WHAT THIS TASK INVOLVES - I'd ask you to write out the lines below exactly, with no images.
START DATA UNDER STUDY
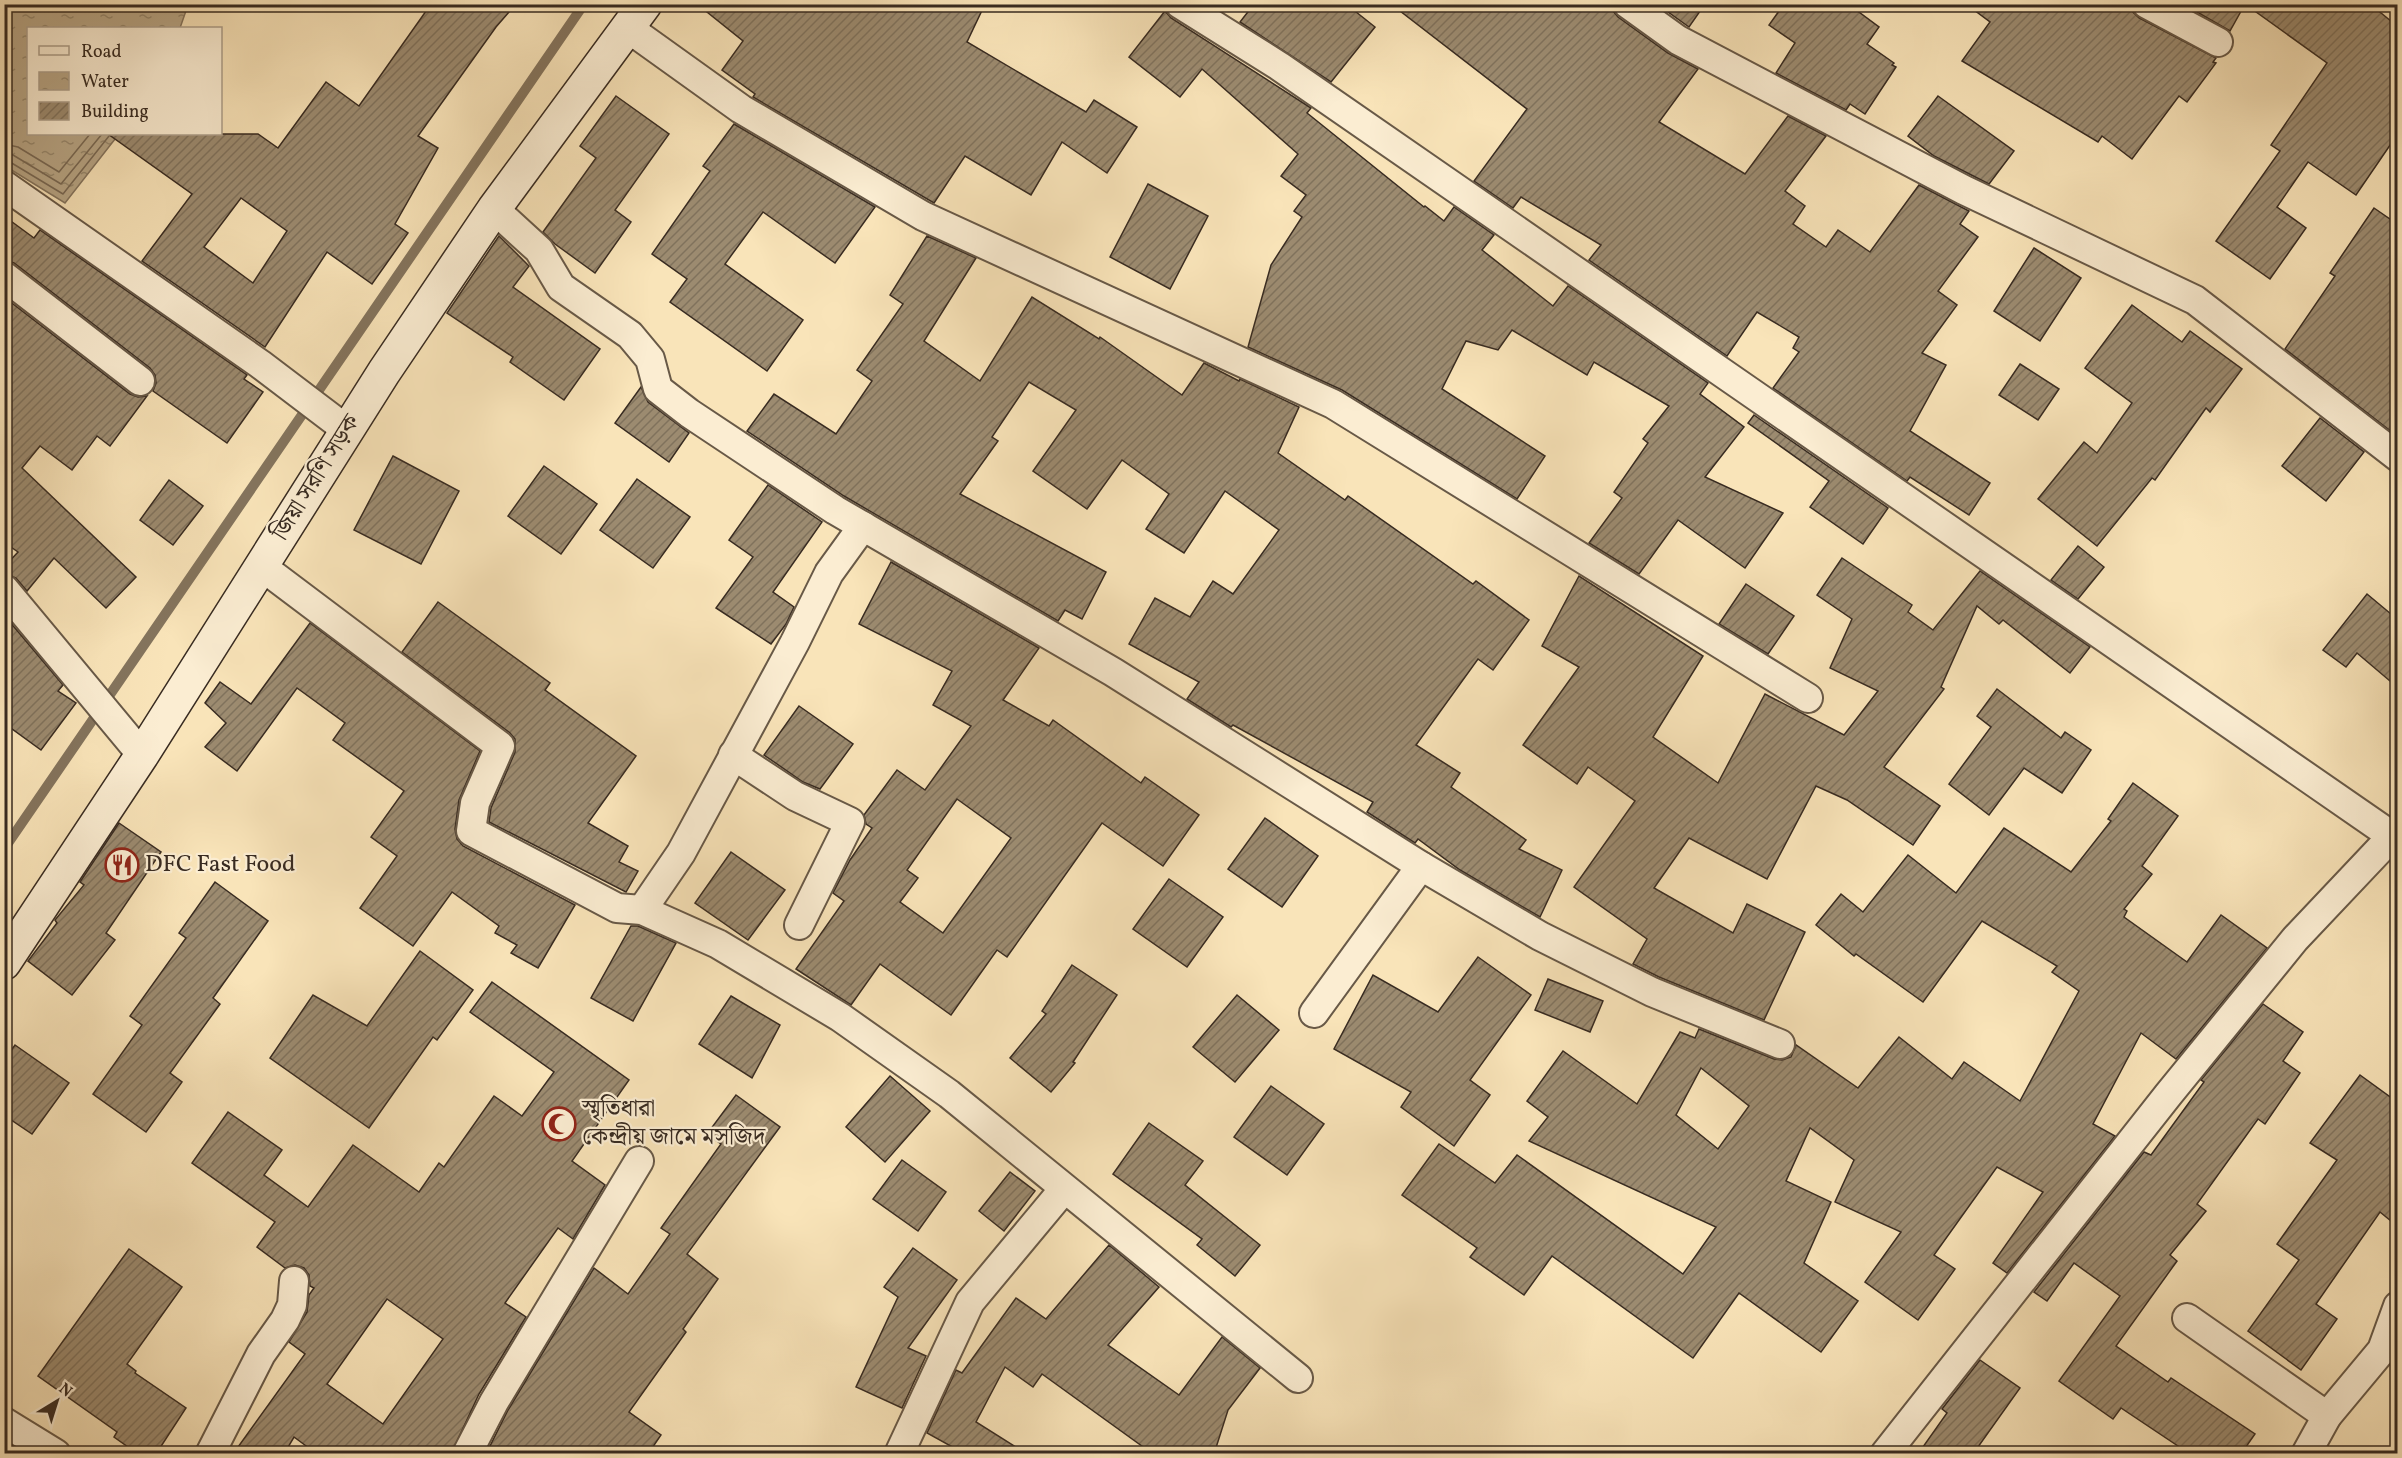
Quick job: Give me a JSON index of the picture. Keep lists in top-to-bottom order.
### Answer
{
  "streets": {
    "main road": ["জিয়া সরণি সড়ক"]
  },
  "places": {
    "restaurant": ["DFC Fast Food"],
    "mosque": ["স্মৃতিধারা কেন্দ্রীয় জামে মসজিদ"]
  },
  "legend": ["Road", "Water", "Building"],
  "north": "top right"
}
END DATA UNDER STUDY
OUTPUT -
Quick job: Give me a JSON index of the picture. Keep lists in top-to-bottom order.
### Answer
{
  "streets": {
    "main road": ["জিয়া সরণি সড়ক"]
  },
  "places": {
    "restaurant": ["DFC Fast Food"],
    "mosque": ["স্মৃতিধারা কেন্দ্রীয় জামে মসজিদ"]
  },
  "legend": ["Road", "Water", "Building"],
  "north": "top right"
}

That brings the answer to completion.